Extrait n°2 (La princesse nue)

[…]Laeta était occupée à brosser le sol, en compagnie d’une autre servante, Sandis, une esclave également. Elles étaient toutes les deux à faire le carrelage du grand hall aux gargouilles. Elles brossaient, à quatre pattes, dalle après dalle. Toutes deux portaient l’uniforme des servantes de la maison, un pagne blanc à liserés noirs ainsi qu’un petit haut, aux mêmes couleurs, qui leur serrait la poitrine. Les deux vêtements étaient marqués d’une armoirie noire: un serpent qui se mord la queue. Le collier de métal qu’elles portaient toutes les deux avait également cette forme. La tâche était fastidieuse, le hall d’entrée de la maison était grand. Des sièges de pierre étaient façonnés dans un de ses murs, et de nombreuses chaises de bois capitonnées, toutes rangées dans le fond de la pièce, pouvaient y être déployées, ainsi que quantité d’autre petit mobilier. C’était une salle de réception, une salle où Maître Jalbert Gralard, pouvait recevoir ses clients afin de négocier à l’aise. Quatre grandes gargouilles, juchées sur leurs promontoires et soutenant les deux grandes poutres de la pièce ne quittaient pas les deux filles de leur regard de pierre. Elles étaient impressionnantes et c’était probablement là leur rôle, impressionner les clients, souligner la puissance du maître. On trouvait des décorations de pierre un peu partout dans toute la maison, et d’abord sur sa façade, dont la célébrité débordait du quartier de l’Escargot. Ses gargouilles avaient valu son nom au bâtiment : la maison aux gargouilles.

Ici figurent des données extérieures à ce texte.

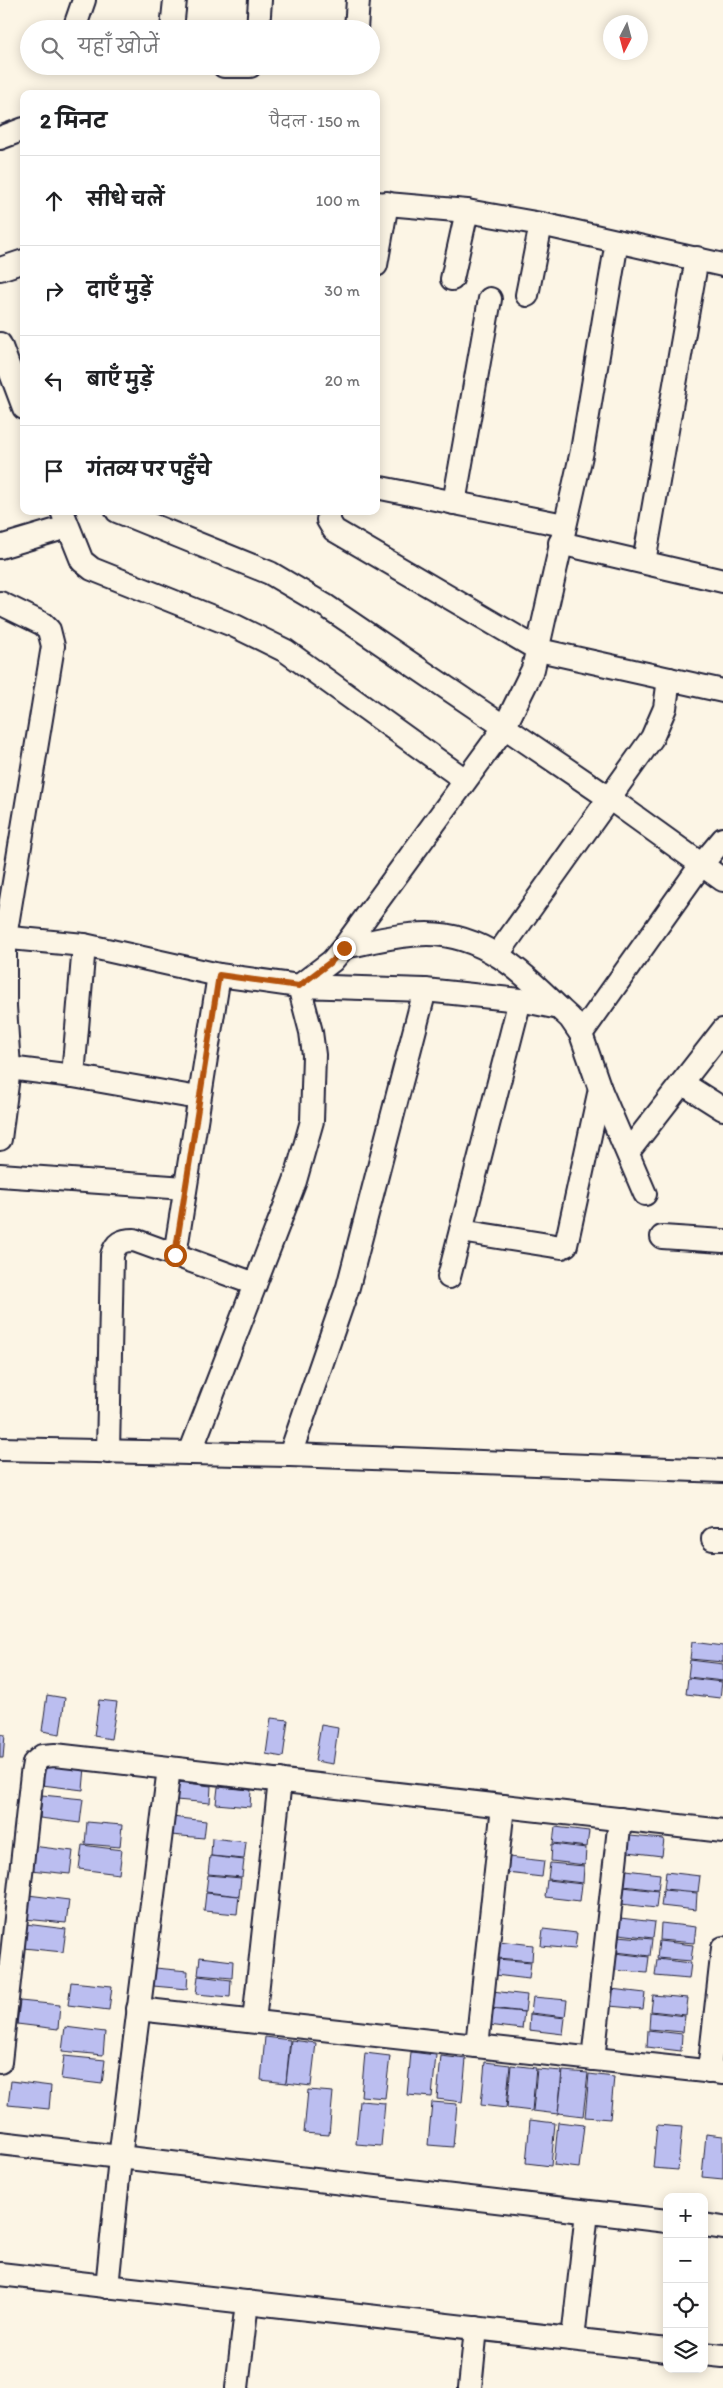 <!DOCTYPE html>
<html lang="hi">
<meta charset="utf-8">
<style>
:root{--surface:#fff;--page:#f2f2f2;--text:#202124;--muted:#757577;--line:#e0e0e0}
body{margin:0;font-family:Itim,"Playpen Sans Deva",sans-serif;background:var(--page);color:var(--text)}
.controls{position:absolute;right:15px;bottom:15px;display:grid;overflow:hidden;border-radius:10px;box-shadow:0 2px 12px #0003}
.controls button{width:45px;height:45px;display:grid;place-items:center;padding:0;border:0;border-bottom:1px solid var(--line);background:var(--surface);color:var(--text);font:25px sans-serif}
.compass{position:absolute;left:603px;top:15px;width:45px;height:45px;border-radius:50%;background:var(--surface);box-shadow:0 2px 12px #0003;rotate:186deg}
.stop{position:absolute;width:15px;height:15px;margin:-11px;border:4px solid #b45309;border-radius:50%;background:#fff}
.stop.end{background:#b45309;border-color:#fff;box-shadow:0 1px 5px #0008}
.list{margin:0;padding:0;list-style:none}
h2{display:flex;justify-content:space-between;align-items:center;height:65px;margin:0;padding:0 20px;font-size:21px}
h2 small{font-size:16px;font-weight:400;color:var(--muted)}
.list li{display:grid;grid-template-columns:32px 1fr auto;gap:15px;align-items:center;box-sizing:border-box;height:90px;padding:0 20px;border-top:1px solid var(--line)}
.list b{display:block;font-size:19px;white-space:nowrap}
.list em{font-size:16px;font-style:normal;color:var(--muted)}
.icon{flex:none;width:28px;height:28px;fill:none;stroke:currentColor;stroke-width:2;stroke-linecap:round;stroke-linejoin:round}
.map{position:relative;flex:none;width:723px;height:2388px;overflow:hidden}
.search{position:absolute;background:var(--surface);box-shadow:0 2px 12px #0003;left:20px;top:20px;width:360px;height:55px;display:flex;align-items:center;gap:12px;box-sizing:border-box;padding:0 18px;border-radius:28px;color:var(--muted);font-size:19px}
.panel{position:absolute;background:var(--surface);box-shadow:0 2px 12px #0003;left:20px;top:90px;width:360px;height:425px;border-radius:10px}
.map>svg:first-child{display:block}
</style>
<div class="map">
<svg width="723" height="2388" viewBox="0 0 723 2388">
<rect width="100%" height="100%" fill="#fcf5e5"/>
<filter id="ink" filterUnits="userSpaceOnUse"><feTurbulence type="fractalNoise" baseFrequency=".02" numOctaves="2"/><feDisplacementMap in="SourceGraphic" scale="10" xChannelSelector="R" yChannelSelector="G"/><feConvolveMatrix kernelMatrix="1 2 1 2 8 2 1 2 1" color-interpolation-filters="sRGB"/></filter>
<g filter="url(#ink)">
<g fill="#bbbef0" stroke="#22223b">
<path d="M692 1642 723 1646V1662L690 1659Z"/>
<path d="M690 1660 723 1664V1681L688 1677Z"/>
<path d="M688 1678 722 1682 720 1698 686 1694Z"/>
<path d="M47 1695 65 1698 60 1734 42 1731Z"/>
<path d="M99 1700 117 1702 111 1739 94 1736Z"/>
<path d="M271 1718 288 1720 283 1757 266 1754Z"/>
<path d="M321 1725 338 1728 333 1764 315 1761Z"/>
<path d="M0 1734 5 1735 3 1758H0Z"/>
<path d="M45 1762 85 1767 83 1790 42 1785Z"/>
<path d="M178 1782 211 1786 210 1803 176 1800Z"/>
<path d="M218 1787 251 1790 250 1807 216 1804Z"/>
<path d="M42 1795 83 1799 80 1823 40 1818Z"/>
<path d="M172 1817 206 1821 204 1838 171 1835Z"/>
<path d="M87 1822 122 1825 120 1847 85 1844Z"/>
<path d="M555 1827 589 1831 587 1847 553 1843Z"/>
<path d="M630 1836 664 1839 662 1856 628 1852Z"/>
<path d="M212 1838 246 1842 244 1859 211 1856Z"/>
<path d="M552 1844 586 1848 585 1865 551 1861Z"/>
<path d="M82 1845 122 1850 119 1874 79 1869Z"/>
<path d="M32 1846 73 1851 70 1874 30 1870Z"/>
<path d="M210 1856 244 1860 242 1877 208 1874Z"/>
<path d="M509 1857 544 1861 542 1877 507 1873Z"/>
<path d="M550 1863 584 1866 583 1883 548 1879Z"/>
<path d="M626 1870 660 1874 658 1890 624 1886Z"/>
<path d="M666 1872 700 1876 698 1892 664 1889Z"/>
<path d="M208 1875 241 1878 239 1896 206 1892Z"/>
<path d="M547 1880 582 1884 580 1901 545 1897Z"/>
<path d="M623 1887 658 1891 656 1908 621 1904Z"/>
<path d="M663 1890 697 1893 696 1910 661 1906Z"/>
<path d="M206 1893 239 1896 237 1914 204 1911Z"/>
<path d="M28 1895 69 1900 66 1923 25 1919Z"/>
<path d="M620 1918 655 1922 653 1938 619 1934Z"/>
<path d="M661 1923 696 1927 694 1943 660 1940Z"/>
<path d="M26 1924 66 1929 63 1952 23 1948Z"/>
<path d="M543 1929 577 1933 575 1949 541 1946Z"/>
<path d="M618 1936 652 1939 650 1956 616 1952Z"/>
<path d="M499 1941 533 1945 532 1961 497 1958Z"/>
<path d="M659 1941 693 1945 691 1961 657 1958Z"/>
<path d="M615 1953 649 1957 647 1973 613 1970Z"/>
<path d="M200 1957 233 1961 232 1978 198 1975Z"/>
<path d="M497 1959 531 1962 529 1979 495 1975Z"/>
<path d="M657 1959 691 1963 689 1979 655 1976Z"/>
<path d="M155 1968 188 1971 187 1989 153 1986Z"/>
<path d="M198 1976 231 1980 230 1997 196 1994Z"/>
<path d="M71 1982 112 1986 109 2010 68 2005Z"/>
<path d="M611 1989 645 1993 643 2009 609 2006Z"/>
<path d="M492 1991 527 1995 525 2012 491 2008Z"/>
<path d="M653 1995 688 1998 686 2015 651 2011Z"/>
<path d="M533 1997 567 2000 565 2017 531 2013Z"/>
<path d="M20 2001 60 2005 58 2029 17 2024Z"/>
<path d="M490 2009 524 2012 522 2029 488 2025Z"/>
<path d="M650 2012 685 2016 683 2032 649 2029Z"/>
<path d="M530 2014 565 2018 563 2034 529 2030Z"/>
<path d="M65 2027 105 2032 103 2055 62 2051Z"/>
<path d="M648 2030 682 2034 681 2051 647 2047Z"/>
<path d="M265 2037 290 2040 286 2083 261 2080Z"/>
<path d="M291 2040 316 2043 311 2086 286 2083Z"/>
<path d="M411 2052 436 2055 432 2097 407 2095Z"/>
<path d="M365 2053 390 2056 385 2098 361 2096Z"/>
<path d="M64 2056 105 2060 102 2084 61 2079Z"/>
<path d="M441 2056 466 2059 462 2102 437 2099Z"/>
<path d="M485 2062 510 2065 506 2108 481 2105Z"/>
<path d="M511 2065 536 2068 532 2111 507 2108Z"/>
<path d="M537 2069 562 2071 558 2114 533 2111Z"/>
<path d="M563 2071 588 2073 583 2116 558 2113Z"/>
<path d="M589 2074 614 2077 610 2119 585 2117Z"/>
<path d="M11 2081 51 2086 49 2109 8 2105Z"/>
<path d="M308 2090 333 2092 329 2135 304 2133Z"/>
<path d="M360 2101 385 2103 381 2146 356 2144Z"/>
<path d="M432 2102 457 2104 453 2147 428 2145Z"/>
<path d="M530 2120 555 2123 551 2166 526 2163Z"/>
<path d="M558 2122 584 2125 579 2168 554 2165Z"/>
<path d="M657 2125 682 2127 678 2170 653 2168Z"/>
<path d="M706 2134 723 2136V2179L702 2177Z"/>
</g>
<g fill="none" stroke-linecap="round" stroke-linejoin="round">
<defs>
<g id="minor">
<path d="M74 29 84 0"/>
<path d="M172 29 175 0"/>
<path d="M258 29 260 0"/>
<path d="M356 29 358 0"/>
<path d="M224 66H250"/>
<path d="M0 138 24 129"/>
<path d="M376 203 467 211 541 224 723 265"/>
<path d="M376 265 387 203"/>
<path d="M0 269 24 261"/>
<path d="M452 279 467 211"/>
<path d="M527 295 541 224"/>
<path d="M0 344 24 408"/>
<path d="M376 487 564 525"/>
<path d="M454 503 490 299"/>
<path d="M62 511 82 561 92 569 235 626 286 651 465 780"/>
<path d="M117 511 270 573 326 606 609 798 723 880"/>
<path d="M330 511 328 520 334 530 539 650 723 691"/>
<path d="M560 543 723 581"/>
<path d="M0 547 67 527"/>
<path d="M644 562 697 258"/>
<path d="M0 603 43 624 49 630 53 646 5 937V1006L9 1068 0 1139"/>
<path d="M0 937 84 945 219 975 299 986 332 961 344 947 504 728 533 669 582 451 617 241"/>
<path d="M344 947C371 942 399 934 427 934 483 934 522 971 559 1008"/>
<path d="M498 954 652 738 665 708 669 679"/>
<path d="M581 1034 701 865 723 839"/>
<path d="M9 1068 73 1076 198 1098"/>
<path d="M73 1076 84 945"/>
<path d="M682 1083 723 1109"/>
<path d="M628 1152 723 1030"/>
<path d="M0 1175 185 1188"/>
<path d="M461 1231 555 1246 562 1247 566 1245 600 1089"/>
<path d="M662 1237 723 1241"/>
<path d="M175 1255 219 975"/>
<path d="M449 1277 520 1000"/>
<path d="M0 1449 290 1455 723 1471"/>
<path d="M108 1452 112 1255C116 1243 121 1240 134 1240L255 1284"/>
<path d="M190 1453 295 1181 312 1121 314 1055 311 1032 299 986 425 990 520 1000 559 1008 570 1018 581 1034 600 1089 645 1194"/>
<path d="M290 1455 348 1287 425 990"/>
<path d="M713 1539H723"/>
<path d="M138 2009 723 2073"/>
<path d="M254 2021 280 1780"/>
<path d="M477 2046 503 1806"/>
<path d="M593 2059 620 1819"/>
<path d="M0 2062 32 1774 34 1763 42 1756 55 1755 723 1831"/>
<path d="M709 2072 723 1948"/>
<path d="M0 2143 667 2221"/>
<path d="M704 2225 723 2228"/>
<path d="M0 2274 667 2350"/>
<path d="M107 2287 120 2158 169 1768"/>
<path d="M573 2339 587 2212"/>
<path d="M704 2354 723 2356"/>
<path d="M237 2388 247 2302"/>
<path d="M470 2388 476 2328"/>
</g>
</defs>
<use href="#minor" stroke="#22223b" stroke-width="26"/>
<use href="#minor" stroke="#fcf5e5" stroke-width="22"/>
</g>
</g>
<g fill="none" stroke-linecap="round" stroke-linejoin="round" filter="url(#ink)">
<path stroke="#b45309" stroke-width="6" d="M175 1255 219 975 299 986 332 961 344 948"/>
</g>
</svg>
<div class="controls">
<button>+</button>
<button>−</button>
<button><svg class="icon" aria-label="locate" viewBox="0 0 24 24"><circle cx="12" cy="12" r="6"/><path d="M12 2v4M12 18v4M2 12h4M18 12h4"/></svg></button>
<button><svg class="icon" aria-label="layers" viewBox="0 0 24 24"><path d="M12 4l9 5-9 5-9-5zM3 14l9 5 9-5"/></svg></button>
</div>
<svg class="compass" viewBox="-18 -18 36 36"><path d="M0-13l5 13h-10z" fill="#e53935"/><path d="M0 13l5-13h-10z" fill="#757577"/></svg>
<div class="stop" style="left:175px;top:1255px"></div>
<div class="stop end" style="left:344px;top:948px"></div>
<div class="search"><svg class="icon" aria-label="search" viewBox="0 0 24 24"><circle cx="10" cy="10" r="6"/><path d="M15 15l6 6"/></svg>यहाँ खोजें</div>
<section class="panel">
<h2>2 मिनट<small>पैदल · 150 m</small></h2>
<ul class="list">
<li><svg class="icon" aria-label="ahead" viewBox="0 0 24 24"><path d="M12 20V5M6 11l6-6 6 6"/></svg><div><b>सीधे चलें</b></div><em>100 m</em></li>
<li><svg class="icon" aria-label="right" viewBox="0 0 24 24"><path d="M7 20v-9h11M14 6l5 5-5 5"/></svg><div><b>दाएँ मुड़ें</b></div><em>30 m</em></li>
<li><svg class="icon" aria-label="left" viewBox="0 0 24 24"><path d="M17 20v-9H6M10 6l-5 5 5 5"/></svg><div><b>बाएँ मुड़ें</b></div><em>20 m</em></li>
<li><svg class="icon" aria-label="arrive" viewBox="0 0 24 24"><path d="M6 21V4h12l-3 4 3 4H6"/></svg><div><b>गंतव्य पर पहुँचे</b></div></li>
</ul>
</section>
</div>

-Dépêche-toi, Laeta, on n’aura jamais terminé à temps, dit Sandis, le maître va nous punir.

Laeta regarda la fille aux cheveux châtains clairs un peu plus âgée qu’elle, plongea à nouveau sa brosse dans l’eau savonneuse et se remit à l’ouvrage.

-Je n’ai pas l’habitude…

-Il faudra que tu apprennes vite, Laeta. Notre maître est juste, mais ses châtiments sont cruels.

Sandis dévoila à Laeta quelques cicatrices qu’elle portait sur le corps.

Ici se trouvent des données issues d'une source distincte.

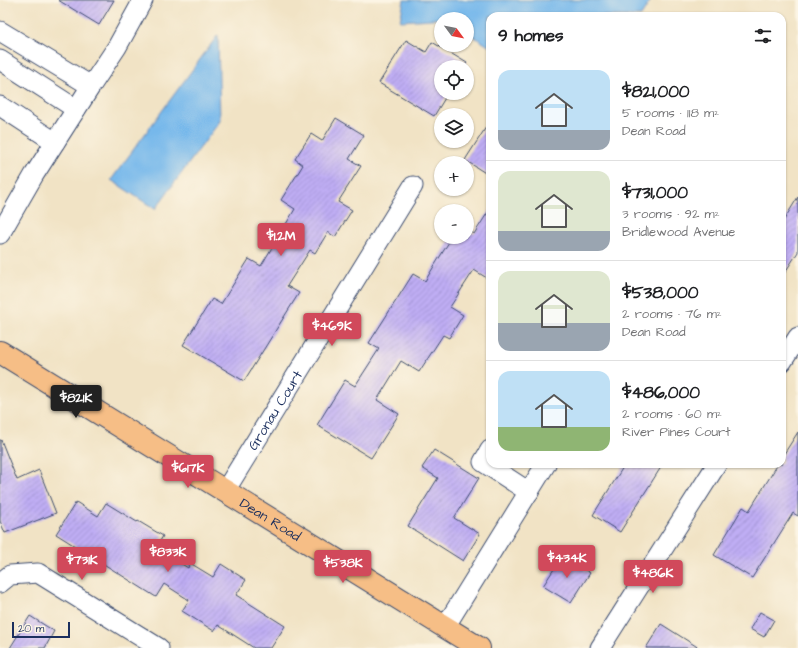 <!DOCTYPE html>
<html lang="en">
<head>
<meta charset="utf-8">
<style>
	body { margin:0; font-family:"Architects Daughter",sans-serif; background:#f2f2f2; color:#202124; height:100vh; display:flex; flex-direction:column; font-size:15px; white-space:nowrap }
	* { box-sizing:border-box; margin:0 }
	p { font-size:13px; color:#757577 }
	.icon { flex:none; width:22px; height:22px; fill:none; stroke:currentColor; stroke-width:2; stroke-linecap:round; stroke-linejoin:round }
	.map { position:relative; flex:1; overflow:hidden }
	.details { position:absolute; left:486px; top:12px; width:300px; height:456px; display:flex; flex-direction:column; background:#fff; border-radius:12px; box-shadow:0 1px 3px #0004 }
	.details>* { flex:none }
	.needle { width:26px; rotate:122deg }
	.buttons { position:absolute; left:434px; top:12px; display:grid; gap:8px }
	.buttons a { display:grid; place-items:center; width:40px; height:40px; border-radius:50%; background:#fff; box-shadow:0 1px 3px #0004; font-size:20px }
	.scale { position:absolute; left:12px; bottom:10px; width:58px; box-sizing:border-box; padding-left:4px; border:2px solid #1b2f5e; border-top:0; font-size:11px; line-height:14px; white-space:nowrap; color:#1b2f5e; -webkit-text-stroke:3px #fcf5e5; paint-order:stroke }
	.price { position:absolute; translate:-50% -34px; padding:0 9px; border-radius:4px; background:#d1495b; color:#fff; font-size:13px; line-height:26px; filter:drop-shadow(0 1px 2px #0008) }
	.price::after { content:''; position:absolute; left:50%; top:24px; width:12px; height:9px; margin-left:-6px; background:inherit; clip-path:polygon(0 0,100% 0,50% 100%) }
	.price.current { background:#222; color:#fff }
	ul { padding:0; list-style:none }
	li { display:flex; align-items:center; gap:12px; height:100px; padding:0 12px }
	li+li { border-top:1px solid #e0e0e0 }
	li span { display:grid; place-items:center; flex:none; width:112px; height:80px; border-radius:12px; color:#555 }
	li>.icon { margin-inline-start:auto }
	span .icon { width:48px; height:48px; fill:#fffc; stroke-width:1 }
	li b { font-size:17px }
	h2 { display:flex; justify-content:space-between; align-items:center; height:48px; padding:0 12px; font-size:17px }
	.map>svg:first-child { display:block }
	.water { fill:#76b8eb; stroke:#4874a4 }
	.building { fill:url(#building-hatch) }
	.lines { fill:none; stroke-linecap:round; stroke-linejoin:round }
	.minor-casing { stroke:#3b4a6d; stroke-width:21 }
	.major-casing { stroke:#3b4a6d; stroke-width:24 }
	.minor { stroke:#fff; stroke-width:19 }
	.major { stroke:#f6be86; stroke-width:22 }
	.labels { text-anchor:middle; stroke-width:3; stroke-linejoin:round; paint-order:stroke }
	.street-label { font-size:14px; fill:#1b2f5e; stroke:#fcf5e5 }
</style>
</head>
<body>
<div class="map">
<svg width="798" height="648" viewBox="0 0 798 648">
	<defs>
		<pattern id="building-hatch" width="6" height="6" patternUnits="userSpaceOnUse"><rect width="6" height="6" fill="#bfadf4"/><path d="M-1 1l2-2M0 6l6-6M5 7l2-2" fill="none" stroke="#9a8dc9"/></pattern>
	</defs>
	<rect width="100%" height="100%" fill="#fcf5e5"/>
	<filter id="ink" filterUnits="userSpaceOnUse"><feTurbulence type="fractalNoise" baseFrequency=".025" numOctaves="2"/><feDisplacementMap in="SourceGraphic" scale="8" xChannelSelector="R" yChannelSelector="G"/><feConvolveMatrix kernelMatrix="1 2 1 2 8 2 1 2 1" color-interpolation-filters="sRGB"/></filter>
	<filter id="wash" filterUnits="userSpaceOnUse"><feTurbulence type="fractalNoise" baseFrequency=".012" numOctaves="4" result="noise"/><feDisplacementMap in="SourceGraphic" scale="16" xChannelSelector="R" yChannelSelector="G"/><feGaussianBlur stdDeviation="0.9" result="paint"/><feColorMatrix in="noise" values="0 0 0 0 0 0 0 0 0 0 0 0 0 0 0 0 0 1.4 0 .05"/><feComposite in="paint" operator="in"/></filter>
	<g filter="url(#wash)">
		<rect width="100%" height="100%" fill="#f1e3c5"/>
		<!-- water -->
		<path class="water" d="M404,0H651L641,16H490V47L467,32V19L447,18L400,21Z
			M218,35L220,121L155,209L111,180Z"/>
		<g id="blocks">
			<!-- building -->
			<path class="building" d="M58,0H114L99,25Z
				M406,40L426,52L432,42L467,63L464,67H441V93H448L434,116L379,83Z
				M336,118L364,135L349,159L361,166L338,202L352,210L335,237L328,232L315,253L310,250L287,286L299,293L244,381L183,345L212,299L221,304L249,259L261,266L295,209L281,200L303,165L295,159L311,134L322,141Z
				M490,121V176L465,160Z
				M798,197V252L782,277V223Z
				M490,209V280L474,270L450,307L463,315L449,338L443,335L419,372L401,361L377,400L399,414L371,458L317,425L345,380L355,386L379,349L369,343L413,274L425,281L452,237H467V230L474,234Z
				M798,432V516L793,513L752,578L714,555L743,507L749,511L778,464H782V457Z
				M0,440H1L17,480L39,470L56,513L5,533L0,521Z
				M434,450L479,478L454,518L480,534L463,561L408,526L438,478L422,468Z
				M625,464H663L620,532L593,515Z
				M76,502L98,516L106,503L137,522L138,521L163,536L156,548L188,568L190,563L213,577L221,564L246,580L236,595L285,626L271,648H254L218,625L214,631L182,611L189,600L164,584L156,597L56,534Z
				M563,555L590,573L571,603L543,586Z
				M760,612L774,620L764,637L750,629Z
				M30,616L54,631L45,648H10Z
				M661,624L699,648H646Z"/>
		</g>
	</g>
	<g filter="url(#ink)">
		<use href="#blocks" fill-opacity="0" stroke="#3b4a6d" stroke-width="1"/>
		<g class="lines">
			<!-- minor casing -->
			<g class="minor-casing">
				<g id="minor">
					<path d="M0,31L91,86L34,175L0,234"/>
					<path d="M0,60L76,109"/>
					<path d="M91,86L117,47L143,0"/>
					<path d="M0,106L55,142"/>
					<path d="M782,362L798,337"/>
					<path d="M490,450L483,462L529,492"/>
					<path id="s1" d="M225,491L413,186"/>
					<path d="M0,583L10,575L38,573L159,648"/>
					<path d="M445,627L546,464"/>
					<path d="M600,648L717,464"/>
				</g>
			</g>
			<!-- major casing -->
			<g class="major-casing">
				<g id="major">
					<path id="s2" d="M0,352L479,648"/>
				</g>
			</g>
			<!-- minor -->
			<use href="#minor" class="minor"/>
			<!-- major -->
			<use href="#major" class="major"/>
		</g>
	</g>
	<g class="labels">
		<!-- street labels -->
		<g class="street-label">
			<text dy="5" stroke="none"><textPath href="#s1" startOffset="95">Gronau Court</textPath></text>
			<text dy="5" stroke="none"><textPath href="#s2" startOffset="318">Dean Road</textPath></text>
		</g>
	</g>
</svg>
<div class="buttons">
<a><svg class="needle" viewBox="-14 -14 28 28"><path d="M0-13l5 13h-10z" fill="#e53935"/><path d="M0 13l5-13h-10z" fill="#757577"/></svg></a>
<a><svg class="icon" aria-label="locate" viewBox="0 0 24 24"><circle cx="12" cy="12" r="6"/><path d="M12 2v4M12 18v4M2 12h4M18 12h4"/></svg></a>
<a><svg class="icon" aria-label="layers" viewBox="0 0 24 24"><path d="M12 4l9 5-9 5-9-5zM3 14l9 5 9-5"/></svg></a>
<a>+</a>
<a>−</a>
</div>
<div class="scale">20 m</div>
<b class="price" style="left:281px;top:257px">$1.2M</b>
<b class="price" style="left:332px;top:347px">$469K</b>
<b class="price current" style="left:76px;top:419px">$821K</b>
<b class="price" style="left:188px;top:489px">$617K</b>
<b class="price" style="left:168px;top:573px">$833K</b>
<b class="price" style="left:567px;top:579px">$434K</b>
<b class="price" style="left:82px;top:581px">$731K</b>
<b class="price" style="left:343px;top:584px">$538K</b>
<b class="price" style="left:653px;top:594px">$486K</b>
<section class="details">
<h2>9 homes<svg class="icon" aria-label="filters" viewBox="0 0 24 24"><path d="M4 7h16M4 17h16"/><circle cx="9" cy="7" r="2"/><circle cx="15" cy="17" r="2"/></svg></h2>
<ul>
<li><span style="background:linear-gradient(#bfe0f5 75%,#9aa5b1 0)"><svg class="icon" aria-label="home" viewBox="0 0 24 24"><path d="M3 11l9-7 9 7M6 9v11h12V9"/></svg></span><div><b>$821,000</b><p>5 rooms · 118 m²</p><p>Dean Road</p></div></li>
<li><span style="background:linear-gradient(#dfe7d0 75%,#9aa5b1 0)"><svg class="icon" aria-label="home" viewBox="0 0 24 24"><path d="M3 11l9-7 9 7M6 9v11h12V9"/></svg></span><div><b>$731,000</b><p>3 rooms · 92 m²</p><p>Bridlewood Avenue</p></div></li>
<li><span style="background:linear-gradient(#dfe7d0 65%,#9aa5b1 0)"><svg class="icon" aria-label="home" viewBox="0 0 24 24"><path d="M3 11l9-7 9 7M6 9v11h12V9"/></svg></span><div><b>$538,000</b><p>2 rooms · 76 m²</p><p>Dean Road</p></div></li>
<li><span style="background:linear-gradient(#bfe0f5 70%,#8fb573 0)"><svg class="icon" aria-label="home" viewBox="0 0 24 24"><path d="M3 11l9-7 9 7M6 9v11h12V9"/></svg></span><div><b>$486,000</b><p>2 rooms · 60 m²</p><p>River Pines Court</p></div></li>
</ul>
</section>
</div>
</body>
</html>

-Il exige la perfection. Pour avoir trop salé la soupe, j’ai dû faire la statue une journée entière. Tu ne peux pas savoir ce que c’est. Et Risia a dû me surveiller tout ce temps, c’est elle qui me fouettait chaque fois que je bougeais.

-Et elle le faisait ?

-Elle n’avait pas le choix, nous devons obéir au maître et à la maîtresse.

-J’avais un maître avant…

-Tu peux l’oublier, il t’a vendue.

Laeta s’arrêta un instant.

-Peut-être… Ce n’est pas par crainte que je le servais…

-Tu feras comme nous Laeta, tu craindras notre maître et notre maîtresse et tu les serviras. Si tu fais de ton mieux, si tu apprends vite, ils ne te traiteront pas mal, enfin pas trop. Tu verras, tu leur cèderas tout ce qu’ils veulent, et plus encore. Tous leurs caprices.

Laeta frémit.

-Et quel genre de caprices ?

-Les pires, et jouir de nos charmes n’est pour eux qu’un détail, une mise en bouche, leurs plaisirs sont bien plus pervers.

-Ce sont des fous ?

-Chut ! Parle plus bas ! Le maître est un sorcier et la maîtresse est pire encore. On dit que les gargouilles écoutent tout ce qui se dit dans la maison et viennent le leur rapporter la nuit.

-Et ? Tu crois à ça ?

Sandis hocha la tête, elle avait l’air effrayée.

-Ils ont des pouvoirs surnaturels, la maîtresse lit dans nos pensées. Même nos colliers sont ensorcelés. On ne peut pas échapper à leur pouvoir. Soumets-toi, il n’y a pas d’autre issue, tu leur appartiens à vie.

-Personne ne s’est jamais échappé ?

-N’y songe pas, Laeta. Même ses gardes ne font pas les malins. Et la punition qu’ils réservent à ceux qui les trahissent est terrible. C’est ce qui est arrivé à celle que tu remplaces. […]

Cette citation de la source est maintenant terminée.